En pratique, on alterne : observation (ce qui se passe), formulation (ce que je me raconte), expérimentation (ce que je teste), consolidation (ce que je répète). Rien d'ésotérique, mais une discipline de l'attention.

Objectifs cognitifs : compétences observables, pas concepts abstraits

Un objectif cognitif utile se formule comme une capacité qui se voit. Exemple : « poser une limite sans se justifier pendant 2 minutes » plutôt que « être plus assertif ». Ou : « décider avec 70 % d'information en explicitant un seuil et un plan B » plutôt que « mieux gérer l'incertitude ».

Pour éviter le flou, je recommande de décrire chaque objectif avec trois éléments :

  • un déclencheur (dans quelles situations) ;
  • un comportement cible (ce que l'on fait / dit) ;
  • une preuve légère (trace, observation, indicateur simple).

Les fonctions cognitives entraînées : repères utiles sans jargon

Les exercices ne « réparent » pas un cerveau. Ils entraînent des fonctions mentales utiles pour tenir un rôle sous contraintes : surcharge d'informations, tensions, arbitrages, jeux d'acteurs.

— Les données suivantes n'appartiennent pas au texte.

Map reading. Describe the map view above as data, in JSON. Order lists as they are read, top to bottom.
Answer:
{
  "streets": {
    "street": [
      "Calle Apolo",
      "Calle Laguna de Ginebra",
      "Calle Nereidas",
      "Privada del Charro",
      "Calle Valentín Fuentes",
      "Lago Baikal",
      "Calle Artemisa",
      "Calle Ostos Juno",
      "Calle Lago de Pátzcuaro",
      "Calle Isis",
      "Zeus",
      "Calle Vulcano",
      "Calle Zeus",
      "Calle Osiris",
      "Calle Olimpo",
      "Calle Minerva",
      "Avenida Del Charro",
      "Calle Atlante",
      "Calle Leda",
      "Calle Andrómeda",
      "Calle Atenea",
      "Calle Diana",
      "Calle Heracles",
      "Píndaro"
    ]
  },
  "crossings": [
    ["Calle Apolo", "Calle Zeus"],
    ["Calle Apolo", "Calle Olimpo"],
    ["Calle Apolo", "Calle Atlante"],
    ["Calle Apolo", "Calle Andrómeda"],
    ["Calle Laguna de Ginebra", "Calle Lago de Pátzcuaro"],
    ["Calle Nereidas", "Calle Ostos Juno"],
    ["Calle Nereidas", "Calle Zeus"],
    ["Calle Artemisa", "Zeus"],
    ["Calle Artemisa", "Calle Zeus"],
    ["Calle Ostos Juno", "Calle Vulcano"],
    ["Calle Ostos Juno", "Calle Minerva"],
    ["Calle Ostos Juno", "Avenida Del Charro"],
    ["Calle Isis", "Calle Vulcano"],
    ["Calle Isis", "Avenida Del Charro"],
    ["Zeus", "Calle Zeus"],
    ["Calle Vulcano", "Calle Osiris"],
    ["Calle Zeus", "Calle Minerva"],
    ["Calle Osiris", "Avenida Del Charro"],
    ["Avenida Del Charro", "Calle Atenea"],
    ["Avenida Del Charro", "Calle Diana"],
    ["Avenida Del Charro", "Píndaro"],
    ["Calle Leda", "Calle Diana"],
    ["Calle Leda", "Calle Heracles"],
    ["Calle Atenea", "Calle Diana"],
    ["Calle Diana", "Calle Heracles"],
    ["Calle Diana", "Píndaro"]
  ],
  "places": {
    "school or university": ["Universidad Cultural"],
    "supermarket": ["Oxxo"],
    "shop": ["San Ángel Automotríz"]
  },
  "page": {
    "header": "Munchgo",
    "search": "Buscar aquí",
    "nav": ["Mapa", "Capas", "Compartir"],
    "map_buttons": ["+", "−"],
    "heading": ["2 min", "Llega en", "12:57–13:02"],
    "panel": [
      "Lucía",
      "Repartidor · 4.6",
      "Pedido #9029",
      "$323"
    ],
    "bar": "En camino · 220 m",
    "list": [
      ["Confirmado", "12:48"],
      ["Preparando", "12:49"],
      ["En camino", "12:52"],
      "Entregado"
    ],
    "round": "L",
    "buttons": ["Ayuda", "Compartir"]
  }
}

Le but n'est pas d'être « plus intelligent », mais plus fiable quand ça chauffe.

Les 7 fonctions cognitives : un cadre simple pour se repérer

On peut se repérer avec sept fonctions, sans faire semblant d'être neuropsychologue :

  1. attention (sélective et soutenue) ;
  2. mémoire de travail ;
  3. mémoire à long terme (consolidation, récupération) ;
  4. inhibition (résister à l'impulsion, aux distractions) ;
  5. flexibilité cognitive (changer de stratégie / point de vue) ;
  6. planification (séquencer, anticiper, prioriser) ;
  7. raisonnement et résolution de problèmes (déduire, comparer, arbitrer).

Fonctions le plus souvent travaillées chez les dirigeants et managers

Sur le terrain, trois zones reviennent souvent : l'attention (réunions en apnée, notifications), la flexibilité (tenir deux hypothèses sans paniquer), l'inhibition (ne pas répondre trop vite, ne pas surcontrôler). La mémoire de travail suit de près : trop d'objets ouverts en même temps, et la décision se dégrade.

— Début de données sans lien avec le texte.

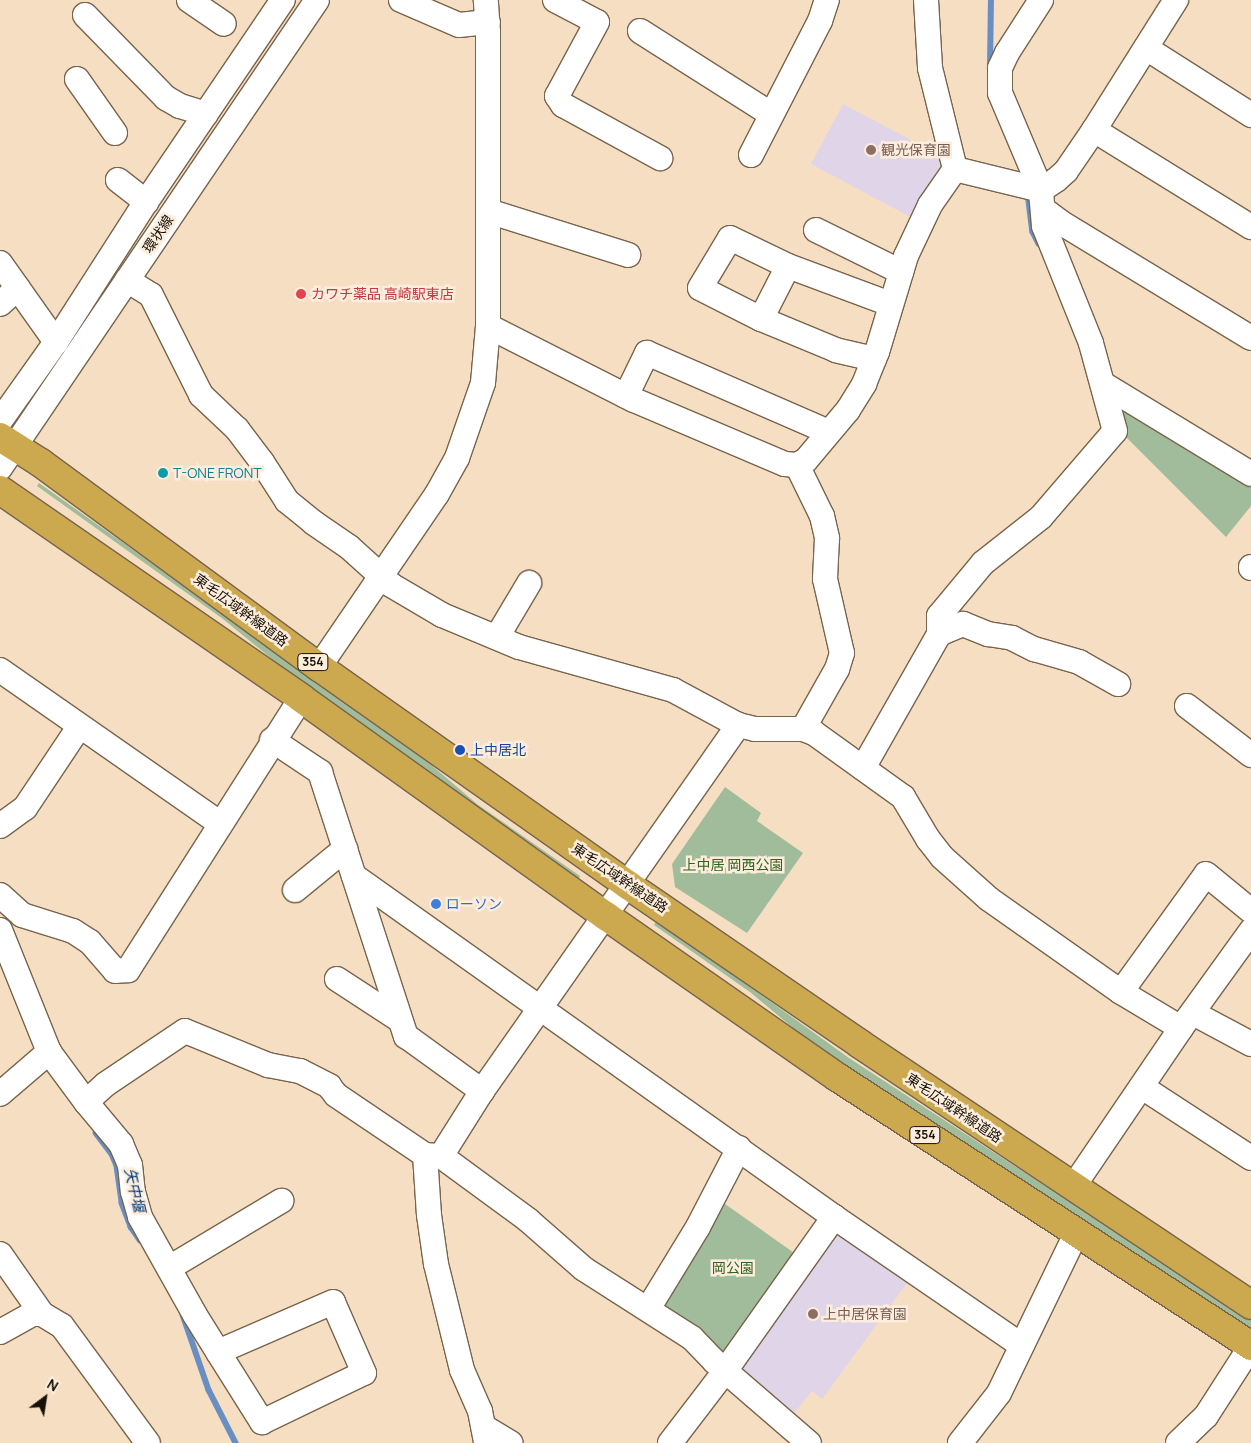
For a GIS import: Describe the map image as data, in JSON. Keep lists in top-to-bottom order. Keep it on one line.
{"streets":{"highway":["東毛広域幹線道路","354"],"street":["環状線"]},"crossings":[["環状線","東毛広域幹線道路"]],"water":["矢中堰"],"parks":["上中居 岡西公園","岡公園"],"places":["観光保育園","カワチ薬品 高崎駅東店","T-ONE FRONT","上中居北","ローソン","上中居保育園"],"north":"top right"}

Un repère simple : la plupart des adultes manipulent environ 5 à 9 éléments à court terme. Si votre réunion exige d'en tenir 14, vous fabriquez de la confusion, pas de l'alignement.

Repérage des biais cognitifs : quand l'intelligence se fait piéger

Les biais cognitifs ne sont pas un défaut moral. Ce sont des raccourcis utiles… jusqu'au jour où ils deviennent des œillères. Chez les managers, on voit souvent : biais de confirmation (je cherche ce qui me donne raison), erreur fondamentale d'attribution (je juge l'autre « comme ça »), ou biais de négativité (je surpondère un signal faible).

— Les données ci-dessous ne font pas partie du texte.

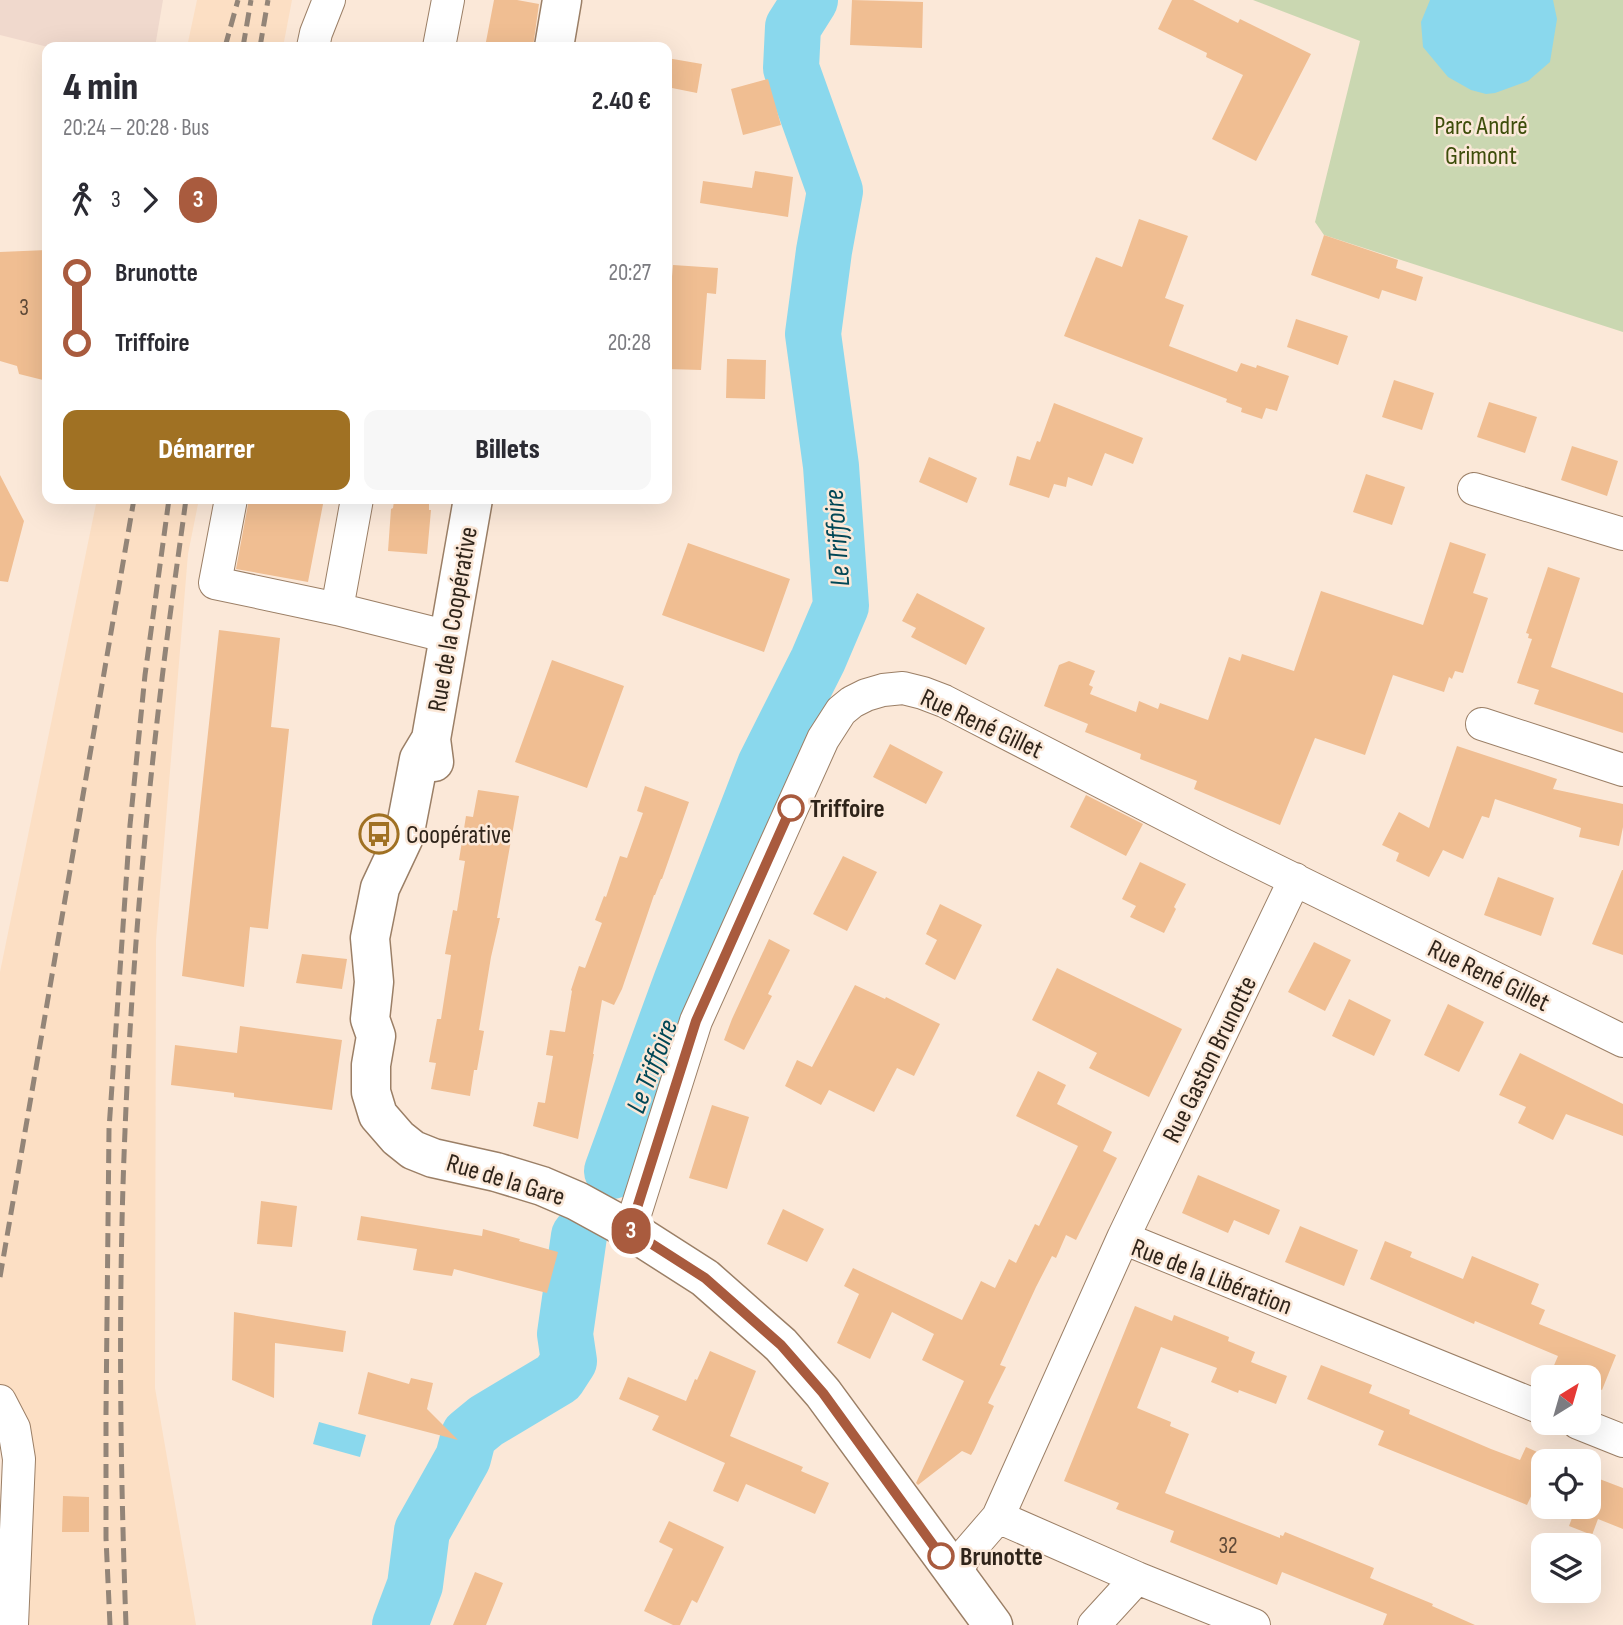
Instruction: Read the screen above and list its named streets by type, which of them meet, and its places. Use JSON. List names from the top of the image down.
{
  "streets": {
    "street": [
      "Rue de la Coopérative",
      "Rue René Gillet",
      "Rue Gaston Brunotte",
      "Rue de la Gare",
      "Rue de la Libération"
    ]
  },
  "crossings": [
    ["Rue de la Coopérative", "Rue de la Gare"],
    ["Rue René Gillet", "Rue Gaston Brunotte"],
    ["Rue René Gillet", "Rue de la Gare"],
    ["Rue Gaston Brunotte", "Rue de la Libération"],
    ["Rue de la Gare", "Rue de la Libération"]
  ],
  "water": ["Le Triffoire"],
  "parks": ["Parc André Grimont"],
  "places": {
    "other": ["Triffoire", "Brunotte"],
    "bus stop": ["Coopérative"]
  },
  "lines": ["bus line 3"],
  "house_numbers": ["3", "32"],
  "north": "top right",
  "page": {
    "on_map": "3",
    "heading": ["4 min", "20:24 – 20:28 · Bus", "2.40 €"],
    "legs": ["3", "3"],
    "list": [
      {
        "name": "Brunotte",
        "value": "20:27"
      },
      {
        "name": "Triffoire",
        "value": "20:28"
      }
    ],
    "buttons": ["Démarrer", "Billets"]
  }
}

Un exercice simple consiste à étiqueter le biais après-coup, puis à écrire l'impact opérationnel : « j'ai coupé court à l'option B », « j'ai escaladé trop tôt », « j'ai micro-managé ». Sans impact, le biais reste un mot de plus sur une slide.

Exercices « cœur » : clarifier, observer, ajuster

Les exercices « cœur » servent à créer une boucle : je clarifie, j'observe, j'ajuste. Ils produisent des données sur soi, donc des choix plus propres. Et ils se prêtent bien à un entraînement entre séances.

Clarification des objectifs : du souhait au critère d'action

Un objectif utile en coaching se transforme en critère d'action. Je propose souvent une grille courte, à remplir en 6 minutes.

Élément Question Exemple (manager)
Situation Quand est-ce que ça se joue ? Comité projet du mardi
Comportement cible Que ferai-je, concrètement ? Dire non à une demande hors périmètre
Seuil de réussite À quoi voit-on que c'est fait ? Non formulé en 2 phrases, sans justification
Obstacle probable Qu'est-ce qui va m'embarquer ? Peur d'être perçu comme non coopératif
Plan de reprise Si je dérape, je fais quoi ? Revenir en fin de réunion, reformuler la limite

Analyse des pensées automatiques : repérer le scénario qui tourne en boucle

Une pensée automatique, c'est une phrase courte, crédible, rapide. Elle se déclenche avant même que vous ayez « réfléchi ». L'exercice consiste à capturer la phrase exacte, pas une version polie après-coup.

Protocole en 4 étapes :

  1. Décrire la situation en une phrase, factuelle.
  2. Noter l'émotion et son intensité (0–10).
  3. Écrire la pensée automatique mot pour mot.
  4. Identifier l'action que la pensée pousse à faire (ou éviter).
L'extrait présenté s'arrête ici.